» **About this exercise**: Write every line of the material again exactly, with no pictures in the copy.

» **Given records**:
-=-=-=-=-
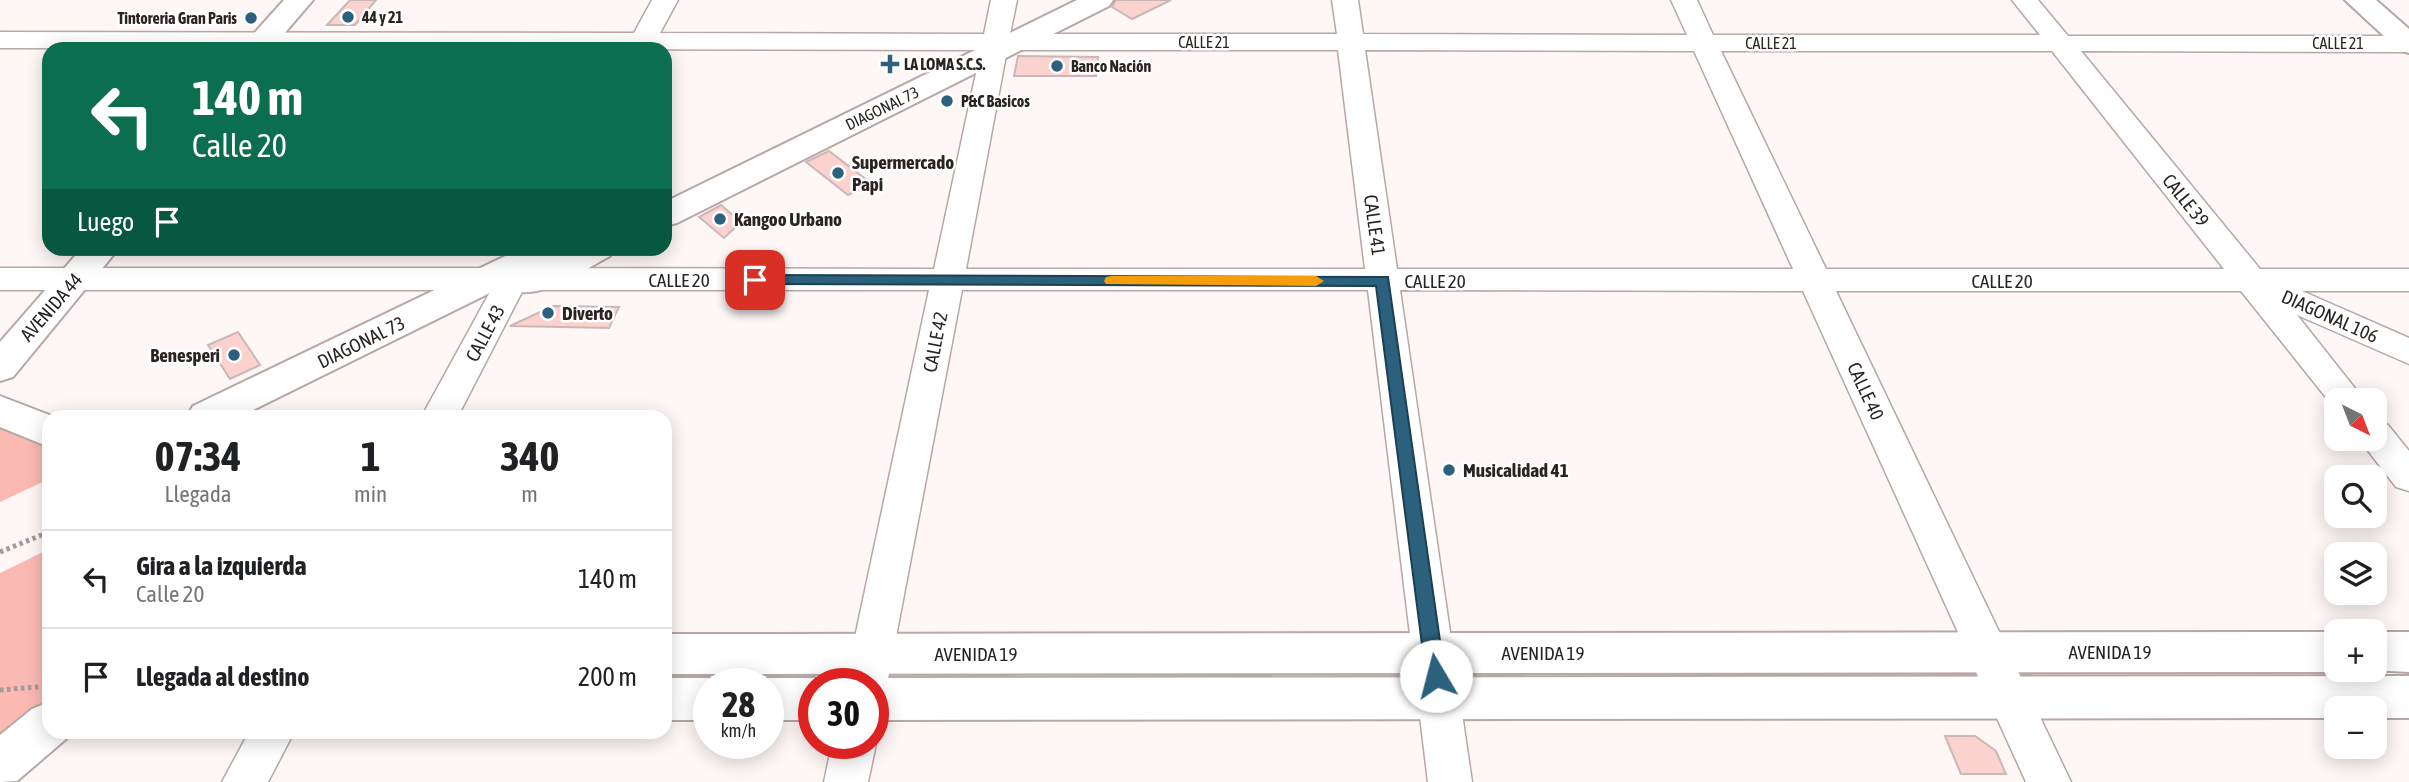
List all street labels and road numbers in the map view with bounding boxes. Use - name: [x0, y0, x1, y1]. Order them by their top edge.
- street label: CALLE 21: [1178, 33, 1230, 51]
- street label: CALLE 21: [1745, 34, 1797, 52]
- street label: CALLE 21: [2312, 34, 2364, 52]
- street label: DIAGONAL 73: [842, 83, 922, 133]
- street label: CALLE 39: [2158, 169, 2214, 231]
- street label: CALLE 41: [1360, 193, 1390, 257]
- street label: AVENIDA 44: [16, 268, 87, 345]
- street label: CALLE 20: [648, 269, 710, 291]
- street label: CALLE 20: [1404, 270, 1466, 292]
- street label: CALLE 20: [1971, 270, 2033, 292]
- street label: DIAGONAL 106: [2278, 285, 2382, 347]
- street label: CALLE 43: [461, 301, 509, 365]
- street label: CALLE 42: [918, 310, 952, 374]
- street label: DIAGONAL 73: [314, 311, 408, 373]
- street label: CALLE 40: [1843, 359, 1889, 423]
- street label: AVENIDA 19: [2069, 641, 2151, 663]
- street label: AVENIDA 19: [1502, 642, 1584, 664]
- street label: AVENIDA 19: [935, 643, 1017, 665]

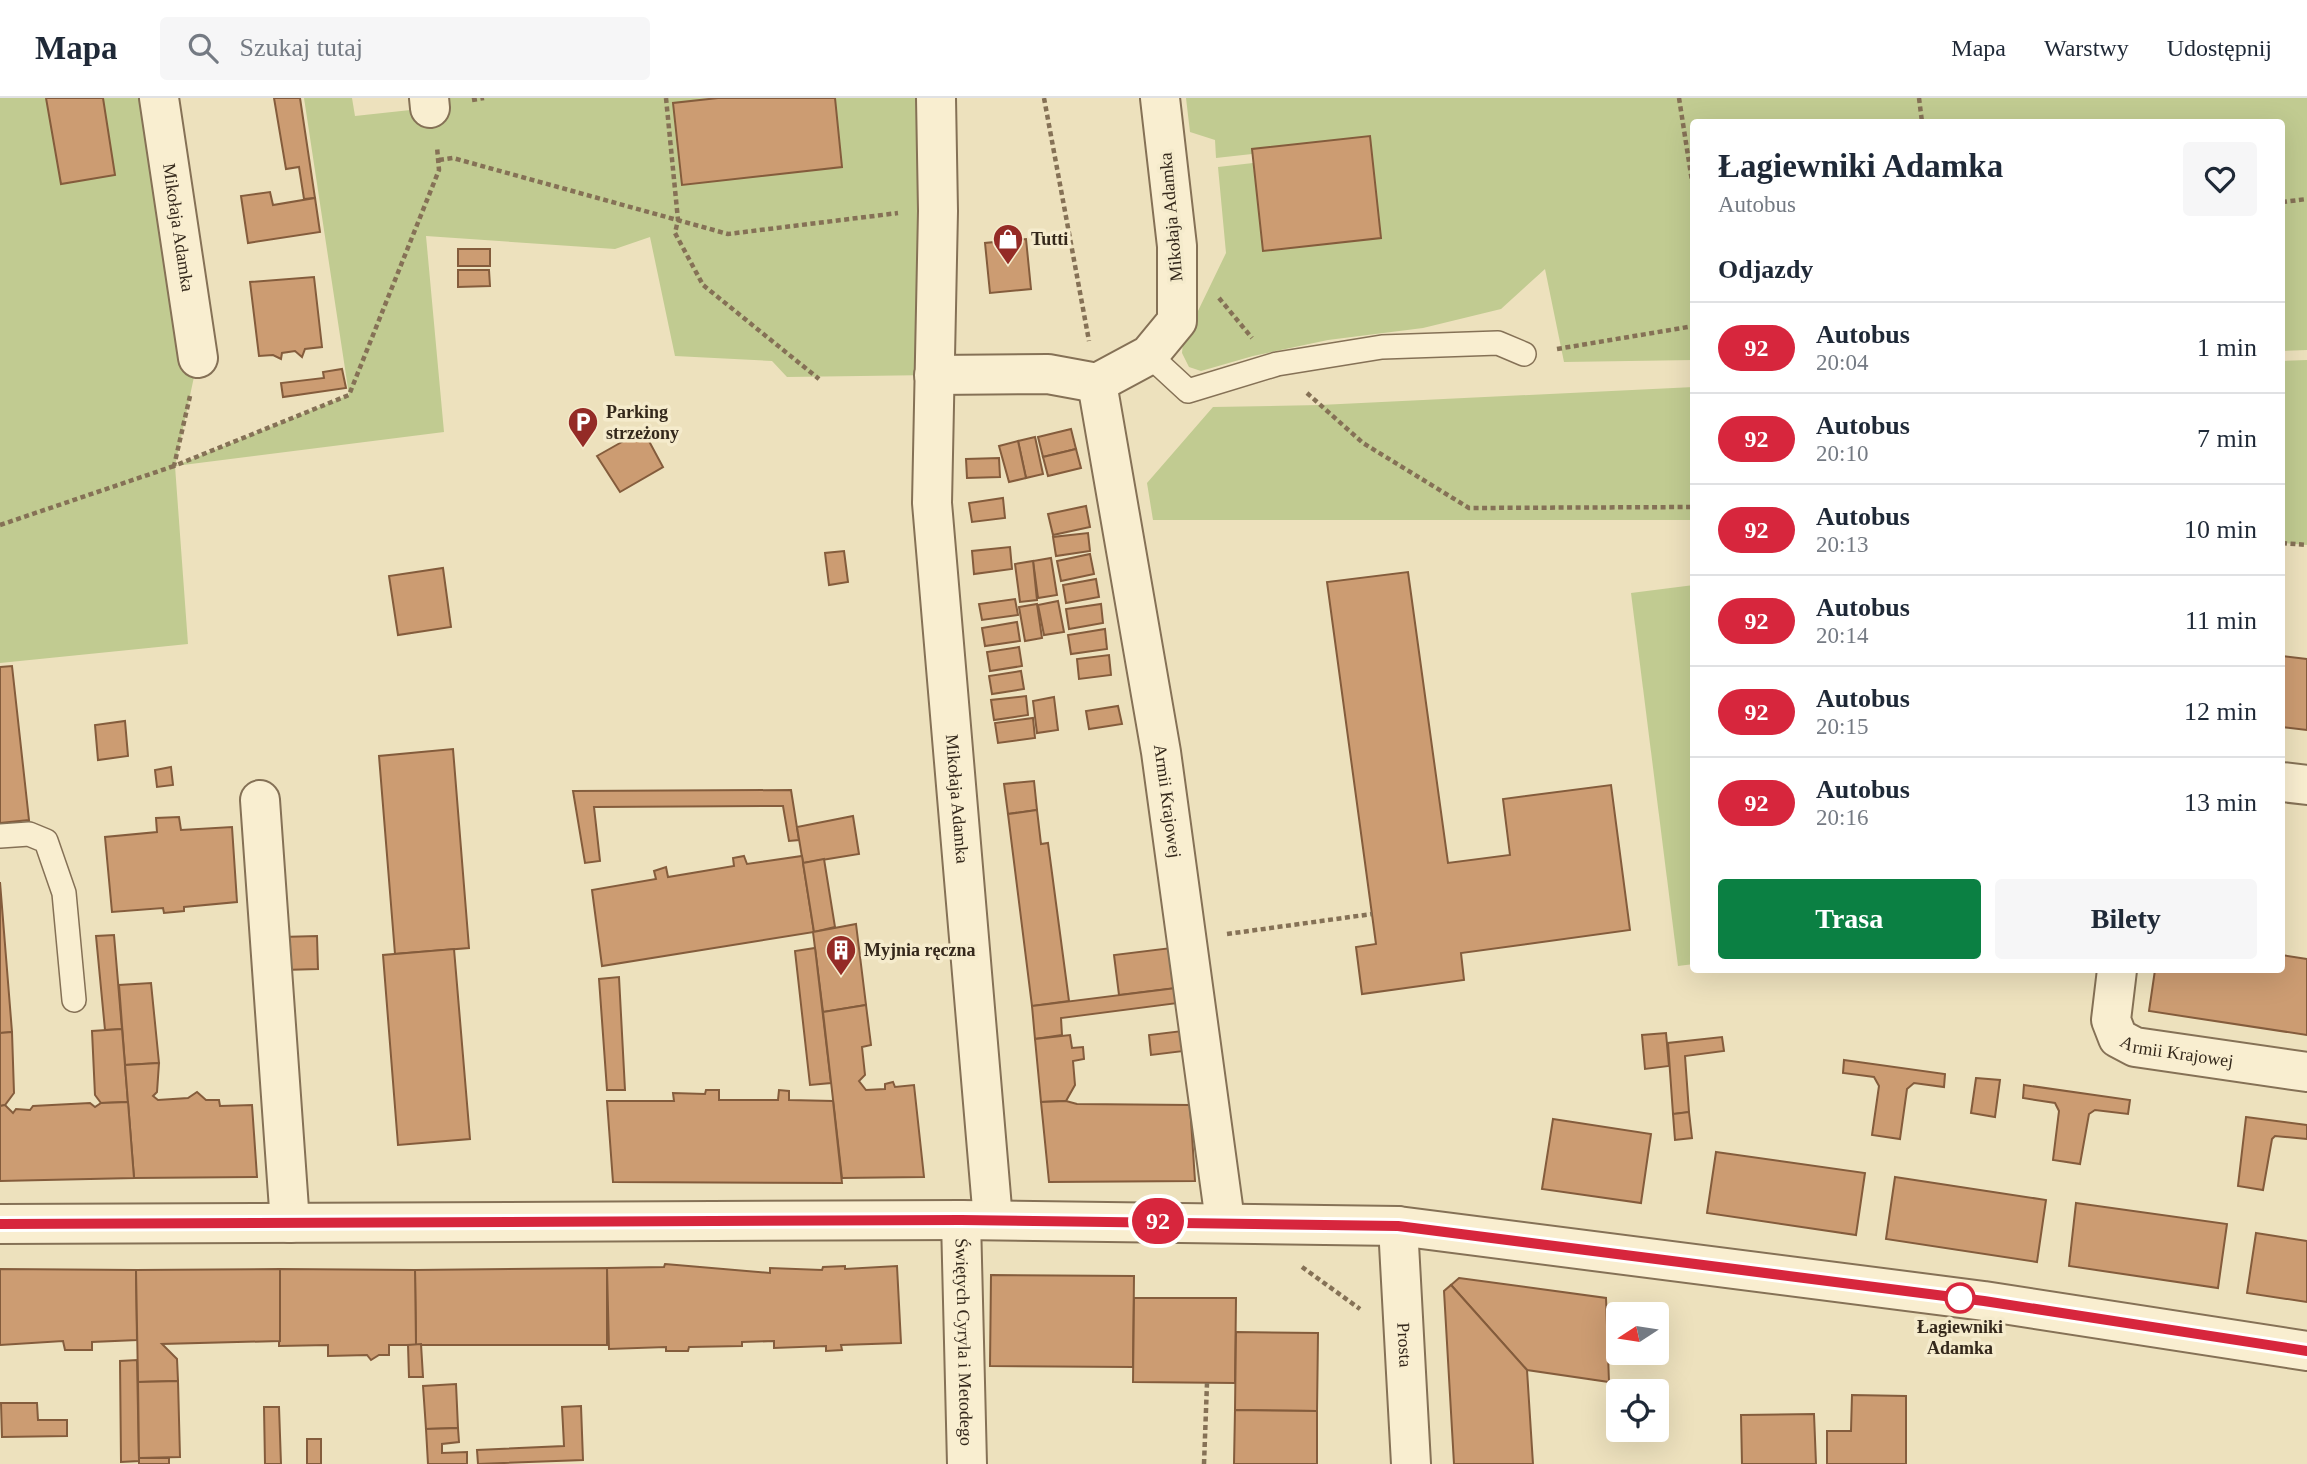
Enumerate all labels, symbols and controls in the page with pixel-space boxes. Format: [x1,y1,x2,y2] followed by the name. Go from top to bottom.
[160,17,650,80] search box
[184,29,222,67] icon: search
[35,30,118,66] text: Mapa
[240,33,363,62] text: Szukaj tutaj
[1951,35,2006,61] text: Mapa
[2044,35,2129,61] text: Warstwy
[2167,35,2272,61] text: Udostępnij
[2183,142,2257,216] button: heart
[1718,148,2003,184] text: Łagiewniki Adamka
[1155,152,1187,282] street label: Mikołaja Adamka
[159,162,198,293] street label: Mikołaja Adamka
[1718,192,1796,217] text: Autobus
[991,222,1025,266] shop icon: Tutti
[1031,229,1068,249] place label: Tutti
[1718,255,1813,284] text: Odjazdy
[1816,320,1910,349] text: Autobus
[2197,333,2257,362] text: 1 min
[1745,335,1769,361] text: 92
[1816,350,1868,375] text: 20:04
[606,402,679,443] place label: Parking strzeżony
[566,405,600,449] parking icon: Parking strzeżony
[1816,411,1910,440] text: Autobus
[2197,424,2257,453] text: 7 min
[1745,426,1769,452] text: 92
[1816,441,1868,466] text: 20:10
[1816,502,1910,531] text: Autobus
[2184,515,2257,544] text: 10 min
[1745,517,1769,543] text: 92
[1816,532,1868,557] text: 20:13
[1816,593,1910,622] text: Autobus
[2185,606,2257,635] text: 11 min
[1745,608,1769,634] text: 92
[1816,623,1868,648] text: 20:14
[1816,684,1910,713] text: Autobus
[2184,697,2257,726] text: 12 min
[1745,699,1769,725] text: 92
[1816,714,1868,739] text: 20:15
[942,733,973,864] street label: Mikołaja Adamka
[1150,743,1185,859] street label: Armii Krajowej
[1816,775,1910,804] text: Autobus
[2184,788,2257,817] text: 13 min
[1745,790,1769,816] text: 92
[1816,805,1868,830] text: 20:16
[1718,879,1981,959] button: Trasa
[1995,879,2257,959] button: Bilety
[824,933,858,977] building icon: Myjnia ręczna
[864,940,975,960] place label: Myjnia ręczna
[2117,1031,2235,1071] street label: Armii Krajowej
[1126,1198,1190,1244] line badge: 92
[1146,1208,1170,1234] text: 92
[951,1238,977,1446] street label: Świętych Cyryla i Metodego
[1945,1283,1975,1313] marker: Łagiewniki Adamka
[1606,1302,1670,1365] north arrow
[1606,1302,1669,1442] map controls
[1917,1317,2003,1358] place label: Łagiewniki Adamka
[1393,1322,1416,1368] street label: Prosta
[1606,1379,1669,1442] button: locate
-=-=-=-=-
» **Response**:
List all street labels and road numbers in the map view with bounding boxes. Use - name: [x0, y0, x1, y1]. Order them by their top edge.
- street label: CALLE 21: [1178, 33, 1230, 51]
- street label: CALLE 21: [1745, 34, 1797, 52]
- street label: CALLE 21: [2312, 34, 2364, 52]
- street label: DIAGONAL 73: [842, 83, 922, 133]
- street label: CALLE 39: [2158, 169, 2214, 231]
- street label: CALLE 41: [1360, 193, 1390, 257]
- street label: AVENIDA 44: [16, 268, 87, 345]
- street label: CALLE 20: [648, 269, 710, 291]
- street label: CALLE 20: [1404, 270, 1466, 292]
- street label: CALLE 20: [1971, 270, 2033, 292]
- street label: DIAGONAL 106: [2278, 285, 2382, 347]
- street label: CALLE 43: [461, 301, 509, 365]
- street label: CALLE 42: [918, 310, 952, 374]
- street label: DIAGONAL 73: [314, 311, 408, 373]
- street label: CALLE 40: [1843, 359, 1889, 423]
- street label: AVENIDA 19: [2069, 641, 2151, 663]
- street label: AVENIDA 19: [1502, 642, 1584, 664]
- street label: AVENIDA 19: [935, 643, 1017, 665]

Enumerate all labels, symbols and controls in the page with pixel-space boxes. Format: [x1,y1,x2,y2] followed by the name. Go from top to bottom.
[160,17,650,80] search box
[184,29,222,67] icon: search
[35,30,118,66] text: Mapa
[240,33,363,62] text: Szukaj tutaj
[1951,35,2006,61] text: Mapa
[2044,35,2129,61] text: Warstwy
[2167,35,2272,61] text: Udostępnij
[2183,142,2257,216] button: heart
[1718,148,2003,184] text: Łagiewniki Adamka
[1155,152,1187,282] street label: Mikołaja Adamka
[159,162,198,293] street label: Mikołaja Adamka
[1718,192,1796,217] text: Autobus
[991,222,1025,266] shop icon: Tutti
[1031,229,1068,249] place label: Tutti
[1718,255,1813,284] text: Odjazdy
[1816,320,1910,349] text: Autobus
[2197,333,2257,362] text: 1 min
[1745,335,1769,361] text: 92
[1816,350,1868,375] text: 20:04
[606,402,679,443] place label: Parking strzeżony
[566,405,600,449] parking icon: Parking strzeżony
[1816,411,1910,440] text: Autobus
[2197,424,2257,453] text: 7 min
[1745,426,1769,452] text: 92
[1816,441,1868,466] text: 20:10
[1816,502,1910,531] text: Autobus
[2184,515,2257,544] text: 10 min
[1745,517,1769,543] text: 92
[1816,532,1868,557] text: 20:13
[1816,593,1910,622] text: Autobus
[2185,606,2257,635] text: 11 min
[1745,608,1769,634] text: 92
[1816,623,1868,648] text: 20:14
[1816,684,1910,713] text: Autobus
[2184,697,2257,726] text: 12 min
[1745,699,1769,725] text: 92
[1816,714,1868,739] text: 20:15
[942,733,973,864] street label: Mikołaja Adamka
[1150,743,1185,859] street label: Armii Krajowej
[1816,775,1910,804] text: Autobus
[2184,788,2257,817] text: 13 min
[1745,790,1769,816] text: 92
[1816,805,1868,830] text: 20:16
[1718,879,1981,959] button: Trasa
[1995,879,2257,959] button: Bilety
[824,933,858,977] building icon: Myjnia ręczna
[864,940,975,960] place label: Myjnia ręczna
[2117,1031,2235,1071] street label: Armii Krajowej
[1126,1198,1190,1244] line badge: 92
[1146,1208,1170,1234] text: 92
[951,1238,977,1446] street label: Świętych Cyryla i Metodego
[1945,1283,1975,1313] marker: Łagiewniki Adamka
[1606,1302,1670,1365] north arrow
[1606,1302,1669,1442] map controls
[1917,1317,2003,1358] place label: Łagiewniki Adamka
[1393,1322,1416,1368] street label: Prosta
[1606,1379,1669,1442] button: locate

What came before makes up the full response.